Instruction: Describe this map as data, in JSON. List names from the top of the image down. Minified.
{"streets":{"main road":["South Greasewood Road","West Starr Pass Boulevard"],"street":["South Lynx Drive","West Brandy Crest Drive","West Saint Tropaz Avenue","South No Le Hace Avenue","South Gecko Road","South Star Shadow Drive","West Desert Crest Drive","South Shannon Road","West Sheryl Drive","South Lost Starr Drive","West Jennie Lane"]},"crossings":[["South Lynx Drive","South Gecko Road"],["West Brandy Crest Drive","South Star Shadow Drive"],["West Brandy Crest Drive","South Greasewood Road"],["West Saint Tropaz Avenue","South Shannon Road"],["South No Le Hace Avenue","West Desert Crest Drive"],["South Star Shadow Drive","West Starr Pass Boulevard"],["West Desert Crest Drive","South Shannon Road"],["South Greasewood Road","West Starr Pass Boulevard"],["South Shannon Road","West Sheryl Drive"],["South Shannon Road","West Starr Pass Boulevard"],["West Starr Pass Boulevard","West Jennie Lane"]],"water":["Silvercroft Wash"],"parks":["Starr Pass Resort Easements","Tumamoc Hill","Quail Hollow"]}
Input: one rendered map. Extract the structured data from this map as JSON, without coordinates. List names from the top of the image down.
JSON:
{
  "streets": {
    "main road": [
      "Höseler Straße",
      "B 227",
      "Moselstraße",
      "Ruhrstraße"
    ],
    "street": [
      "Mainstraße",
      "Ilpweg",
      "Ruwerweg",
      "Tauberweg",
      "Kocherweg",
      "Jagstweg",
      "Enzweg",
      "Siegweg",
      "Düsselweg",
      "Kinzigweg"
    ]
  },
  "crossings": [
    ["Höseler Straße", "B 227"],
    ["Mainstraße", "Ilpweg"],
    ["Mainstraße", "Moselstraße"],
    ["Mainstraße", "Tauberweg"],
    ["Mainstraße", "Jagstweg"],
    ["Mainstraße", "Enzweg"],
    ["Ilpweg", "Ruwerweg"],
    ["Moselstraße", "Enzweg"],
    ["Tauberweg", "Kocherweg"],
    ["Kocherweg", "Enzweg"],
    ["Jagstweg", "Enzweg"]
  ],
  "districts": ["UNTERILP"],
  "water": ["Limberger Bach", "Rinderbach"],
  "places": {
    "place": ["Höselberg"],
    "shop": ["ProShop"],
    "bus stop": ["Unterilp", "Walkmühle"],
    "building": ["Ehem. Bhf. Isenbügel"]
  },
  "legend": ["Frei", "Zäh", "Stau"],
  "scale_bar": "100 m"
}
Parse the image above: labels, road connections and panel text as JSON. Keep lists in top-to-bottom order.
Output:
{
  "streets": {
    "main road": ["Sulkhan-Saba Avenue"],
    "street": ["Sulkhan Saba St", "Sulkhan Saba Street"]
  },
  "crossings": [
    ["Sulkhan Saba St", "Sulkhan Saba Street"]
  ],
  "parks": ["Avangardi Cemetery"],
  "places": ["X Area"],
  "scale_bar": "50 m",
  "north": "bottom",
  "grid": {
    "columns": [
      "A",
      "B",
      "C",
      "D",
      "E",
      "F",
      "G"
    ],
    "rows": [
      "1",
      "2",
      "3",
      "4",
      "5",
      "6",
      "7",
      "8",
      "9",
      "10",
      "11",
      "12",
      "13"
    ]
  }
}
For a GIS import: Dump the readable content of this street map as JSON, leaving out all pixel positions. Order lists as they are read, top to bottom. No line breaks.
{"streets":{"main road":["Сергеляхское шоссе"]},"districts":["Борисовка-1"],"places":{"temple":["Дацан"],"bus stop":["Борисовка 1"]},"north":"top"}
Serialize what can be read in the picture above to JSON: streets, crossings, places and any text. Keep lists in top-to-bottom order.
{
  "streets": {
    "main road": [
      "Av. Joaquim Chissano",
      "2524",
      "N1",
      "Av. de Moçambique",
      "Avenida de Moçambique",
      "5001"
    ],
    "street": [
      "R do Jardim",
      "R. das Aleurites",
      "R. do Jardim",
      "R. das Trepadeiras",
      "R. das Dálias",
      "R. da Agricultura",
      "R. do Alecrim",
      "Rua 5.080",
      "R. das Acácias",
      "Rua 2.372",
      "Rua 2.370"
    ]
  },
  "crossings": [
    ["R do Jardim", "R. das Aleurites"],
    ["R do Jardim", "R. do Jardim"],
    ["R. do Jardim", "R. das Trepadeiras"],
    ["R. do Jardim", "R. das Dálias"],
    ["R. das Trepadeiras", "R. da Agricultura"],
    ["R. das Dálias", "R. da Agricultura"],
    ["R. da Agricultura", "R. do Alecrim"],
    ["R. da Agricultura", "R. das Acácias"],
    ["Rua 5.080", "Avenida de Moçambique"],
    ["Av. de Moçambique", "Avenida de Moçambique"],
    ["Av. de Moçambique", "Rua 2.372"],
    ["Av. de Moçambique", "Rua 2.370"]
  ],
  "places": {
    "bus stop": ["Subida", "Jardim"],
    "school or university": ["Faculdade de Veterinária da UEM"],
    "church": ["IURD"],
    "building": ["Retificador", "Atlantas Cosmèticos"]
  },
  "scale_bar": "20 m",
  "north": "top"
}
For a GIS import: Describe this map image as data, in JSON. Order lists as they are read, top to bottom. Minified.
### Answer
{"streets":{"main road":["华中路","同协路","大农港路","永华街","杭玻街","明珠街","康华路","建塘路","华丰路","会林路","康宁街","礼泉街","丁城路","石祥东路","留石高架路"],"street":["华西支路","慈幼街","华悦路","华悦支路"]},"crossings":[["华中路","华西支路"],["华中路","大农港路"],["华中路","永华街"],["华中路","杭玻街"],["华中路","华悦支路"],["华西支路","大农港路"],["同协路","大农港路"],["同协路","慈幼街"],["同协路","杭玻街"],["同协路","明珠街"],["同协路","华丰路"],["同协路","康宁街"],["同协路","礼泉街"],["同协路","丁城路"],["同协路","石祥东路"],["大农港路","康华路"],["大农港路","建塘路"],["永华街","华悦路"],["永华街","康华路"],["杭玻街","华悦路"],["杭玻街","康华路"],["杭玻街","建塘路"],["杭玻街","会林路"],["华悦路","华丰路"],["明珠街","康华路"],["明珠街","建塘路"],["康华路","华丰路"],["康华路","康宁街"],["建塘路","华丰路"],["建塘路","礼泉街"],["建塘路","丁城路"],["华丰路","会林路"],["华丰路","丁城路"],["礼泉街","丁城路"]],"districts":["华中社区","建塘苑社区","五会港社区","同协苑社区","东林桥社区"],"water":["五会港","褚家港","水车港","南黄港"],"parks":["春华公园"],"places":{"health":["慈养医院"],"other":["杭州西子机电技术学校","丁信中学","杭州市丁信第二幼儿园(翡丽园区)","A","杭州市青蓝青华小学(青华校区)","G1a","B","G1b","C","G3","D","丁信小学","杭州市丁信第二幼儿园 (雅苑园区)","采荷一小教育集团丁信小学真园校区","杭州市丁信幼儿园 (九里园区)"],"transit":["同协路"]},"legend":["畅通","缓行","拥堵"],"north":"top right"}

──────────

- **EXERCISE**
Line by line, copy the entries above exactly as they appear.

- **RESULT FOR THIS EXERCISE**
Instruction: Describe this map as data, in JSON. List names from the top of the image down. Minified.
{"streets":{"main road":["South Greasewood Road","West Starr Pass Boulevard"],"street":["South Lynx Drive","West Brandy Crest Drive","West Saint Tropaz Avenue","South No Le Hace Avenue","South Gecko Road","South Star Shadow Drive","West Desert Crest Drive","South Shannon Road","West Sheryl Drive","South Lost Starr Drive","West Jennie Lane"]},"crossings":[["South Lynx Drive","South Gecko Road"],["West Brandy Crest Drive","South Star Shadow Drive"],["West Brandy Crest Drive","South Greasewood Road"],["West Saint Tropaz Avenue","South Shannon Road"],["South No Le Hace Avenue","West Desert Crest Drive"],["South Star Shadow Drive","West Starr Pass Boulevard"],["West Desert Crest Drive","South Shannon Road"],["South Greasewood Road","West Starr Pass Boulevard"],["South Shannon Road","West Sheryl Drive"],["South Shannon Road","West Starr Pass Boulevard"],["West Starr Pass Boulevard","West Jennie Lane"]],"water":["Silvercroft Wash"],"parks":["Starr Pass Resort Easements","Tumamoc Hill","Quail Hollow"]}
Input: one rendered map. Extract the structured data from this map as JSON, without coordinates. List names from the top of the image down.
JSON:
{
  "streets": {
    "main road": [
      "Höseler Straße",
      "B 227",
      "Moselstraße",
      "Ruhrstraße"
    ],
    "street": [
      "Mainstraße",
      "Ilpweg",
      "Ruwerweg",
      "Tauberweg",
      "Kocherweg",
      "Jagstweg",
      "Enzweg",
      "Siegweg",
      "Düsselweg",
      "Kinzigweg"
    ]
  },
  "crossings": [
    ["Höseler Straße", "B 227"],
    ["Mainstraße", "Ilpweg"],
    ["Mainstraße", "Moselstraße"],
    ["Mainstraße", "Tauberweg"],
    ["Mainstraße", "Jagstweg"],
    ["Mainstraße", "Enzweg"],
    ["Ilpweg", "Ruwerweg"],
    ["Moselstraße", "Enzweg"],
    ["Tauberweg", "Kocherweg"],
    ["Kocherweg", "Enzweg"],
    ["Jagstweg", "Enzweg"]
  ],
  "districts": ["UNTERILP"],
  "water": ["Limberger Bach", "Rinderbach"],
  "places": {
    "place": ["Höselberg"],
    "shop": ["ProShop"],
    "bus stop": ["Unterilp", "Walkmühle"],
    "building": ["Ehem. Bhf. Isenbügel"]
  },
  "legend": ["Frei", "Zäh", "Stau"],
  "scale_bar": "100 m"
}
Parse the image above: labels, road connections and panel text as JSON. Keep lists in top-to-bottom order.
Output:
{
  "streets": {
    "main road": ["Sulkhan-Saba Avenue"],
    "street": ["Sulkhan Saba St", "Sulkhan Saba Street"]
  },
  "crossings": [
    ["Sulkhan Saba St", "Sulkhan Saba Street"]
  ],
  "parks": ["Avangardi Cemetery"],
  "places": ["X Area"],
  "scale_bar": "50 m",
  "north": "bottom",
  "grid": {
    "columns": [
      "A",
      "B",
      "C",
      "D",
      "E",
      "F",
      "G"
    ],
    "rows": [
      "1",
      "2",
      "3",
      "4",
      "5",
      "6",
      "7",
      "8",
      "9",
      "10",
      "11",
      "12",
      "13"
    ]
  }
}
For a GIS import: Dump the readable content of this street map as JSON, leaving out all pixel positions. Order lists as they are read, top to bottom. No line breaks.
{"streets":{"main road":["Сергеляхское шоссе"]},"districts":["Борисовка-1"],"places":{"temple":["Дацан"],"bus stop":["Борисовка 1"]},"north":"top"}
Serialize what can be read in the picture above to JSON: streets, crossings, places and any text. Keep lists in top-to-bottom order.
{
  "streets": {
    "main road": [
      "Av. Joaquim Chissano",
      "2524",
      "N1",
      "Av. de Moçambique",
      "Avenida de Moçambique",
      "5001"
    ],
    "street": [
      "R do Jardim",
      "R. das Aleurites",
      "R. do Jardim",
      "R. das Trepadeiras",
      "R. das Dálias",
      "R. da Agricultura",
      "R. do Alecrim",
      "Rua 5.080",
      "R. das Acácias",
      "Rua 2.372",
      "Rua 2.370"
    ]
  },
  "crossings": [
    ["R do Jardim", "R. das Aleurites"],
    ["R do Jardim", "R. do Jardim"],
    ["R. do Jardim", "R. das Trepadeiras"],
    ["R. do Jardim", "R. das Dálias"],
    ["R. das Trepadeiras", "R. da Agricultura"],
    ["R. das Dálias", "R. da Agricultura"],
    ["R. da Agricultura", "R. do Alecrim"],
    ["R. da Agricultura", "R. das Acácias"],
    ["Rua 5.080", "Avenida de Moçambique"],
    ["Av. de Moçambique", "Avenida de Moçambique"],
    ["Av. de Moçambique", "Rua 2.372"],
    ["Av. de Moçambique", "Rua 2.370"]
  ],
  "places": {
    "bus stop": ["Subida", "Jardim"],
    "school or university": ["Faculdade de Veterinária da UEM"],
    "church": ["IURD"],
    "building": ["Retificador", "Atlantas Cosmèticos"]
  },
  "scale_bar": "20 m",
  "north": "top"
}
For a GIS import: Describe this map image as data, in JSON. Order lists as they are read, top to bottom. Minified.
### Answer
{"streets":{"main road":["华中路","同协路","大农港路","永华街","杭玻街","明珠街","康华路","建塘路","华丰路","会林路","康宁街","礼泉街","丁城路","石祥东路","留石高架路"],"street":["华西支路","慈幼街","华悦路","华悦支路"]},"crossings":[["华中路","华西支路"],["华中路","大农港路"],["华中路","永华街"],["华中路","杭玻街"],["华中路","华悦支路"],["华西支路","大农港路"],["同协路","大农港路"],["同协路","慈幼街"],["同协路","杭玻街"],["同协路","明珠街"],["同协路","华丰路"],["同协路","康宁街"],["同协路","礼泉街"],["同协路","丁城路"],["同协路","石祥东路"],["大农港路","康华路"],["大农港路","建塘路"],["永华街","华悦路"],["永华街","康华路"],["杭玻街","华悦路"],["杭玻街","康华路"],["杭玻街","建塘路"],["杭玻街","会林路"],["华悦路","华丰路"],["明珠街","康华路"],["明珠街","建塘路"],["康华路","华丰路"],["康华路","康宁街"],["建塘路","华丰路"],["建塘路","礼泉街"],["建塘路","丁城路"],["华丰路","会林路"],["华丰路","丁城路"],["礼泉街","丁城路"]],"districts":["华中社区","建塘苑社区","五会港社区","同协苑社区","东林桥社区"],"water":["五会港","褚家港","水车港","南黄港"],"parks":["春华公园"],"places":{"health":["慈养医院"],"other":["杭州西子机电技术学校","丁信中学","杭州市丁信第二幼儿园(翡丽园区)","A","杭州市青蓝青华小学(青华校区)","G1a","B","G1b","C","G3","D","丁信小学","杭州市丁信第二幼儿园 (雅苑园区)","采荷一小教育集团丁信小学真园校区","杭州市丁信幼儿园 (九里园区)"],"transit":["同协路"]},"legend":["畅通","缓行","拥堵"],"north":"top right"}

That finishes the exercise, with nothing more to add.